Monday, February 6, 2012

Abortion Policy and The Extended Society


Roxann Bilger of Houston, TX, is able to articulate what so few people seem capable of grasping, or at least inclined to grasp:
Abortion, specifically, may not be at the top of many people's list of hot issues, but to listen to Sen. Santorum is to understand that a society's views on the sanctity of human life are directly connected to its prosperity. He frequently cites the link between poverty and prosperity on one hand, and education, employment and marriage before child-bearing in a stable, two-parent family, on the other. If you do these three things in the proper order, your chance of being poor is very greatly reduced. Abortion, by its very nature, is antifamily. Strong families are the building blocks of strong communities, which in turn are the foundation of a prosperous nation.
Rick Santorum is my candidate for the Republican nomination--despite his shaky economic plans to fossilize manufacturing as a major component of the American economy--because he understands this.  Moreover, he understands that unless the family (rather than the individual) is regarded as the basic cell of society, the individual will suffer from want of the love, care and solicitude that he needs in order to flourish.
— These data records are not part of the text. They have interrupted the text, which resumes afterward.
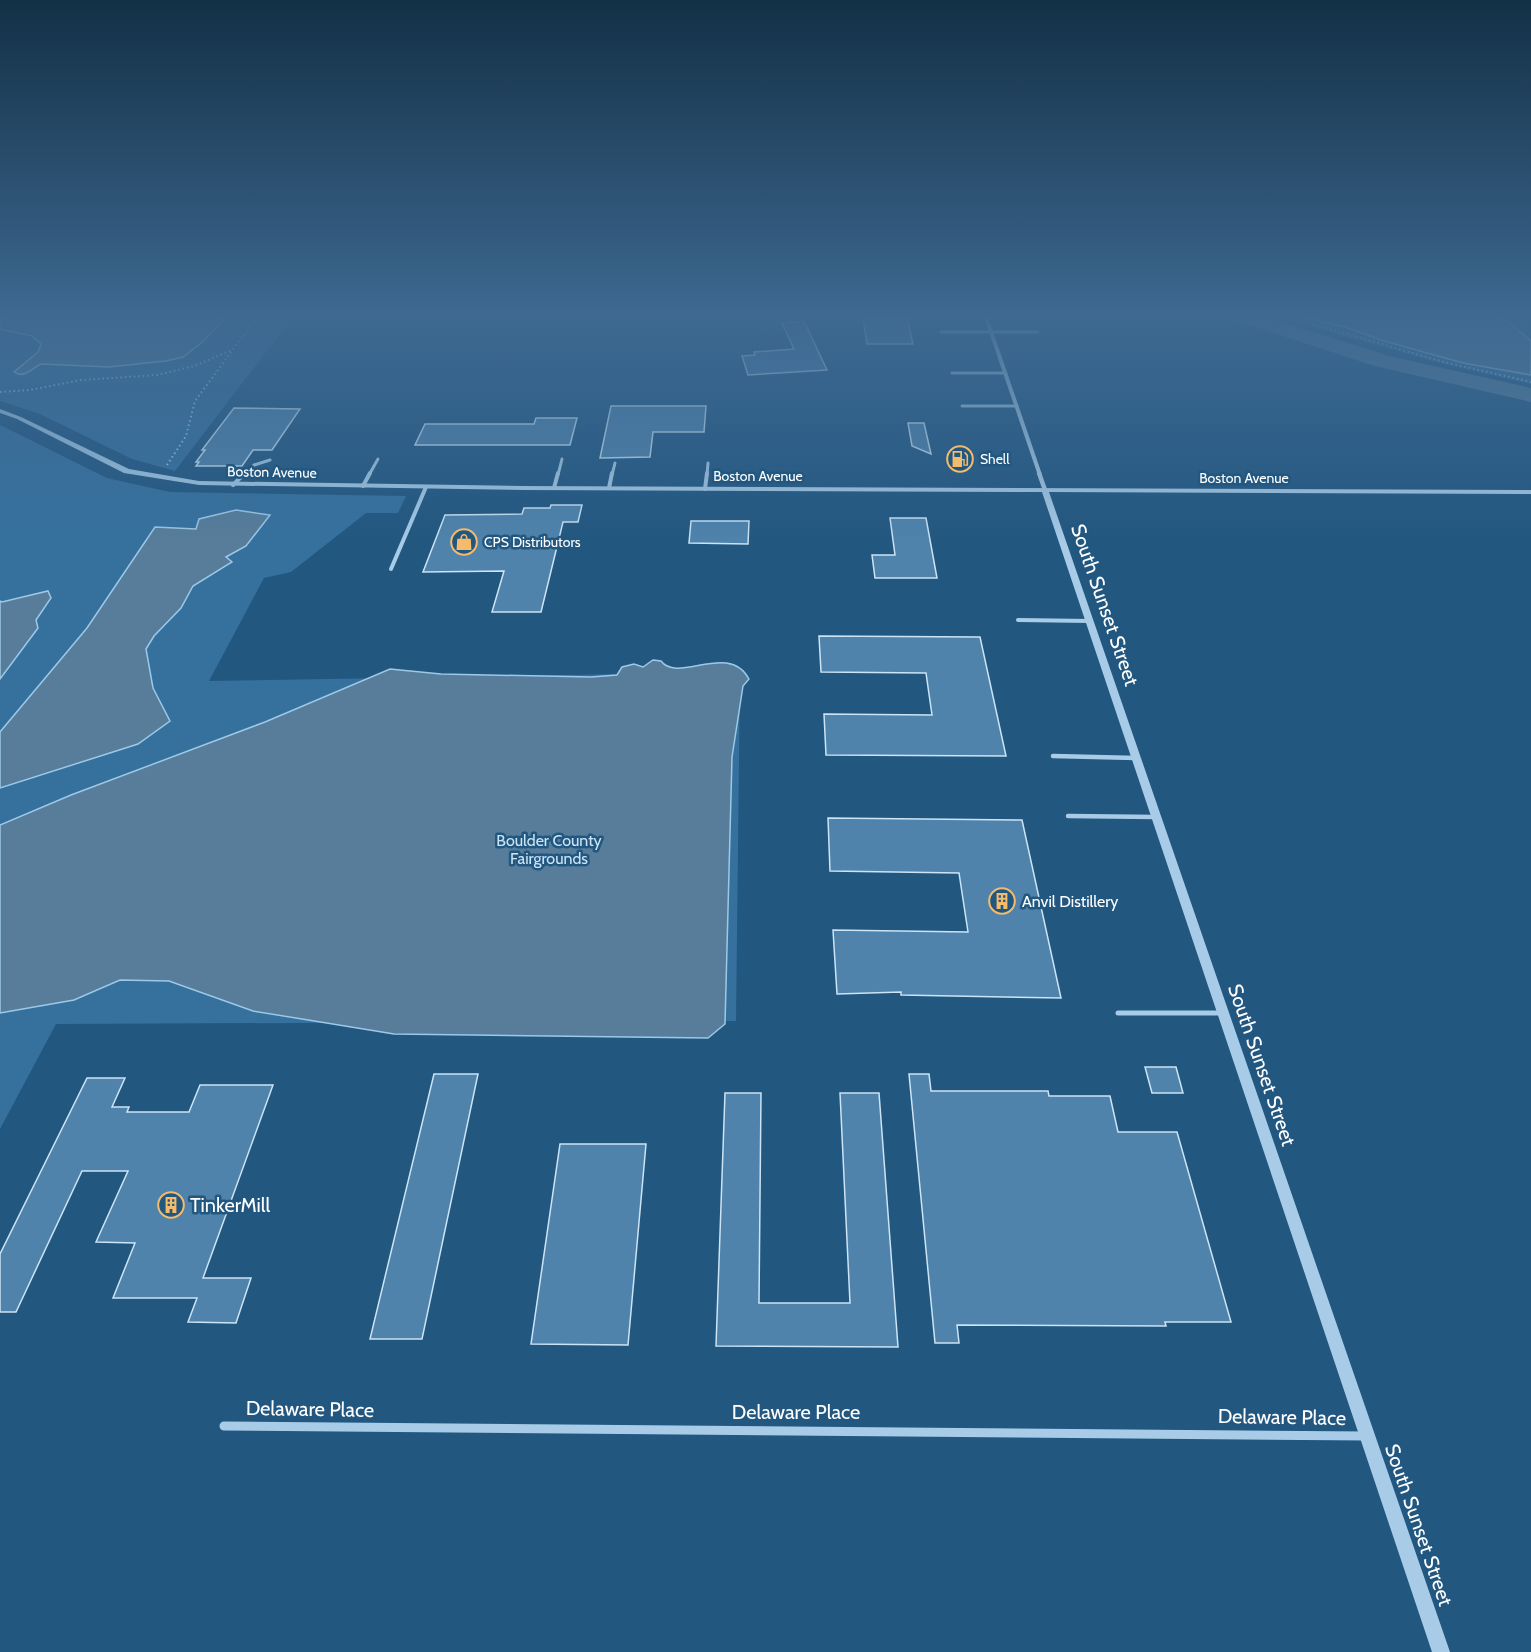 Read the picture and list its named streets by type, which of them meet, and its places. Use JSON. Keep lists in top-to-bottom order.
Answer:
{
  "streets": {
    "street": ["Boston Avenue", "South Sunset Street", "Delaware Place"]
  },
  "crossings": [
    ["Boston Avenue", "South Sunset Street"],
    ["South Sunset Street", "Delaware Place"]
  ],
  "parks": ["Boulder County Fairgrounds"],
  "places": {
    "fuel station": ["Shell"],
    "shop": ["CPS Distributors"],
    "building": ["Anvil Distillery", "TinkerMill"]
  }
} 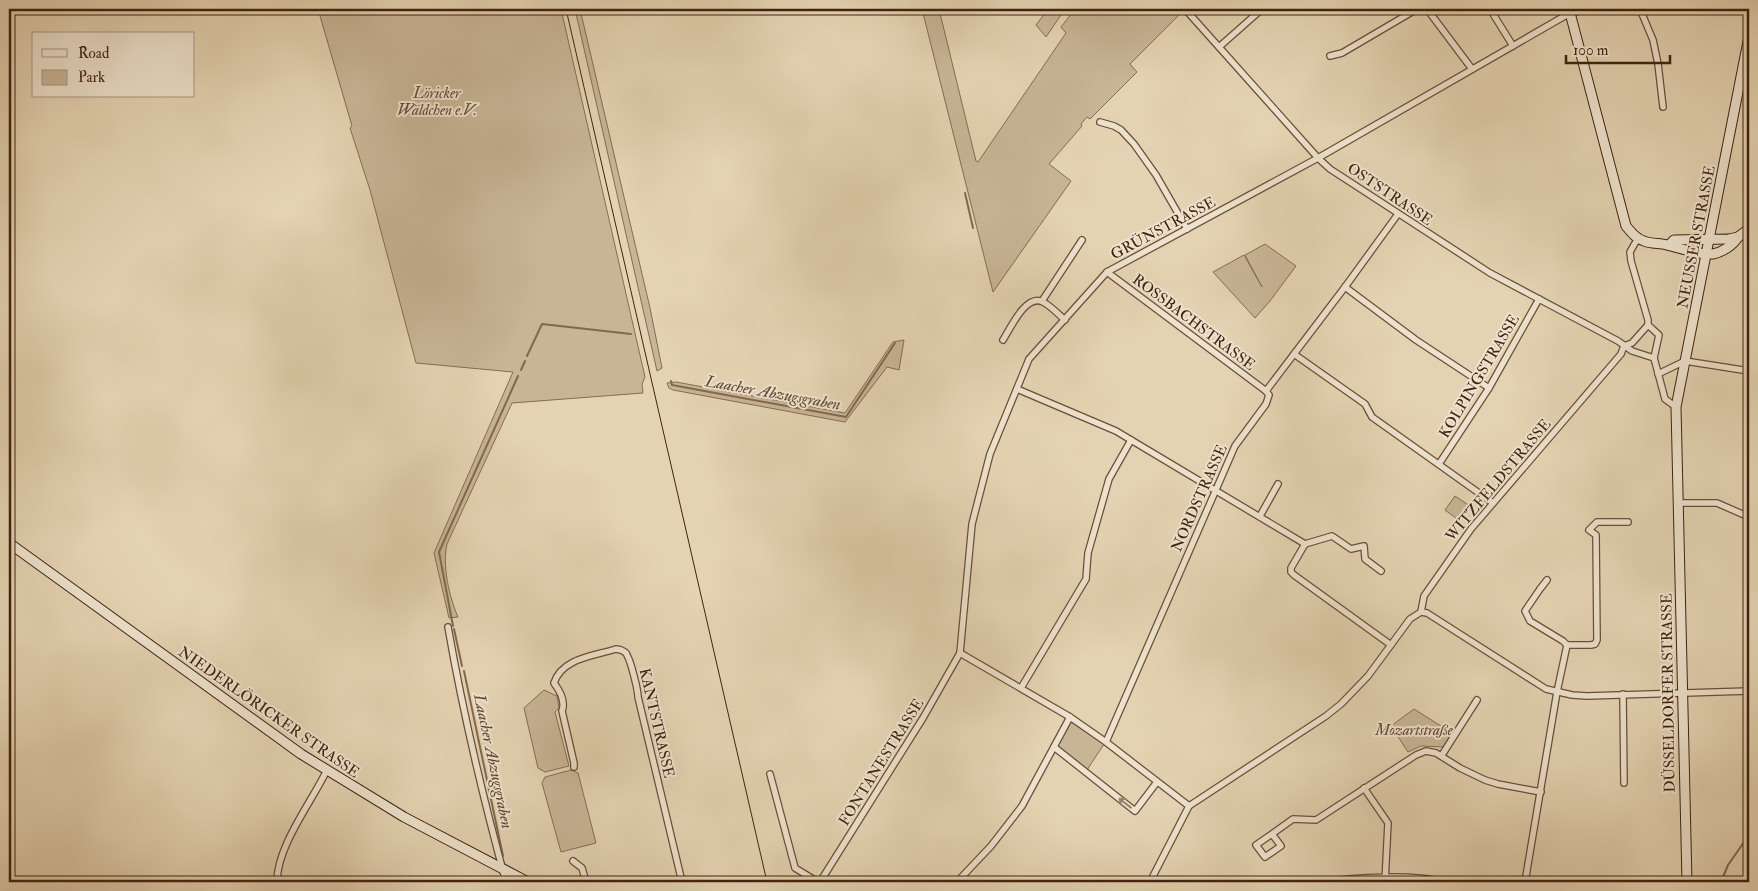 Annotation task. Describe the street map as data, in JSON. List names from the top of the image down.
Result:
{
  "streets": {
    "main road": ["NEUSSER STRASSE", "DÜSSELDORFER STRASSE", "NIEDERLÖRICKER STRASSE"],
    "street": [
      "OSTSTRASSE",
      "GRÜNSTRASSE",
      "ROSSBACHSTRASSE",
      "KOLPINGSTRASSE",
      "WITZFELDSTRASSE",
      "NORDSTRASSE",
      "KANTSTRASSE",
      "FONTANESTRASSE"
    ]
  },
  "crossings": [
    ["OSTSTRASSE", "GRÜNSTRASSE"],
    ["OSTSTRASSE", "KOLPINGSTRASSE"],
    ["OSTSTRASSE", "WITZFELDSTRASSE"],
    ["OSTSTRASSE", "NORDSTRASSE"],
    ["GRÜNSTRASSE", "ROSSBACHSTRASSE"],
    ["GRÜNSTRASSE", "FONTANESTRASSE"],
    ["NEUSSER STRASSE", "DÜSSELDORFER STRASSE"],
    ["ROSSBACHSTRASSE", "NORDSTRASSE"]
  ],
  "water": ["Laacher Abzugsgraben"],
  "parks": ["Löricker Wäldchen e.V.", "Mozartstraße"],
  "legend": ["Road", "Park"],
  "scale_bar": "100 m"
} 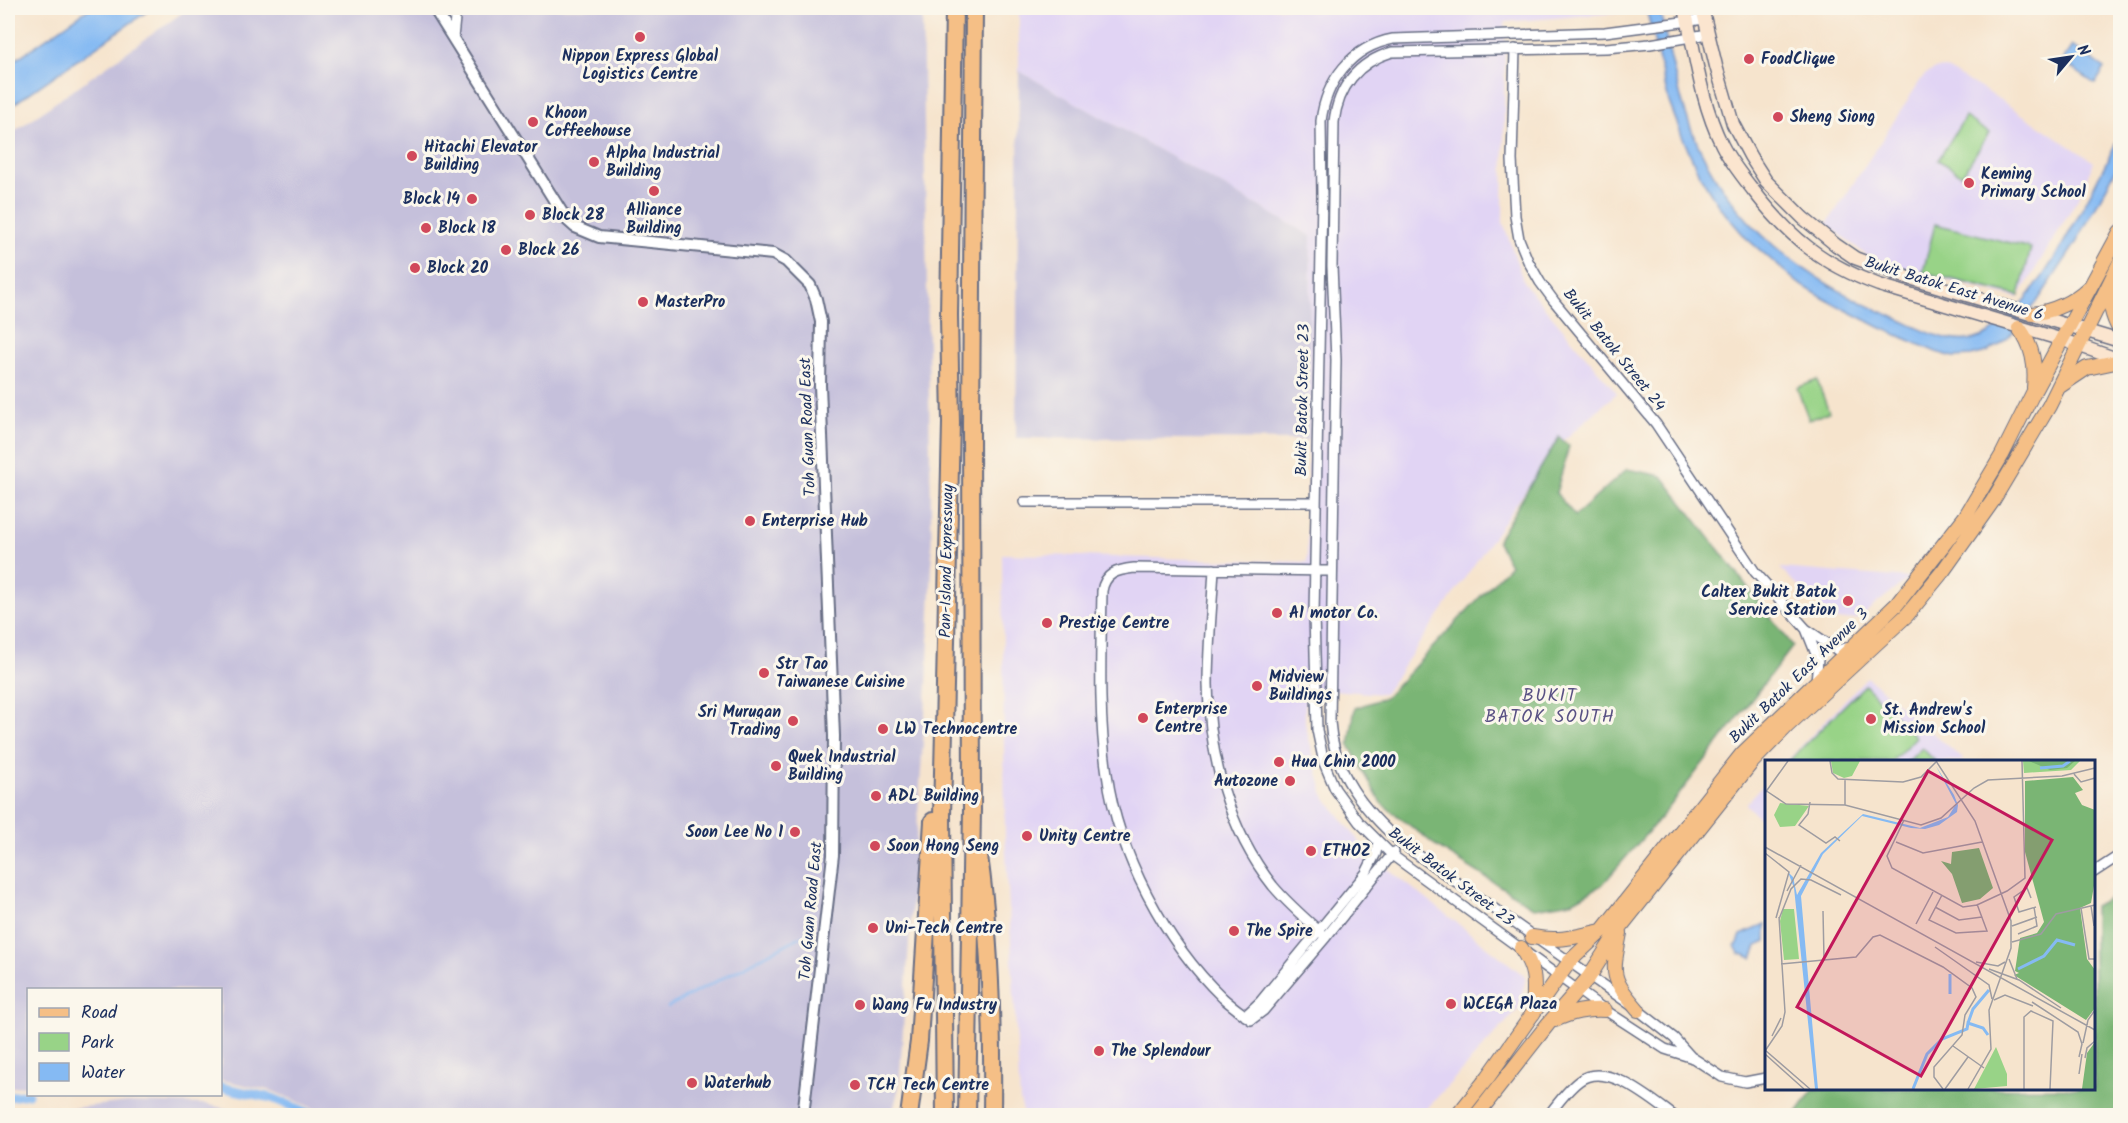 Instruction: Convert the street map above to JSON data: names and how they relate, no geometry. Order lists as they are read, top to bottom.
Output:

The individual shorn from the family is ripe for a collapse into various forms of harmful dependence.   It is no coincidence that Statists the world over are universally obsessed with destruction of the traditional family norm.

It bears repeating: the social issues and economic issues are inextricably linked in the human nature that underlies both.  Catholics are correct on the social issues.  Classical liberals, generally, and Austrian school economists, specifically, are mostly correct on the economic issues.

Personally, I think that divorce, especially easy divorce, was the grievous wound in the social soul.  It's practice wasn't legally sanctioned until the Napoleanic Code at the turn of 19th Century.

Ironically, those changes were championed in the name of women's equality.  High profile exceptions to the rule among professional women notwithstanding, it is women and children who suffer most from divorce--as a statistical matter.

200 years is a relatively short time in the annals of human history.  With so much empirical evidence to suggest the folly of adopting destructive family (and sexual) norms, there are good reasons for the public to reopen its mind to common sense truths bearing the stamp of antiquity.

It may not happen this election.  But, sooner or later, truth will win out.  As we all know, nature always presents a bill at the end of the party.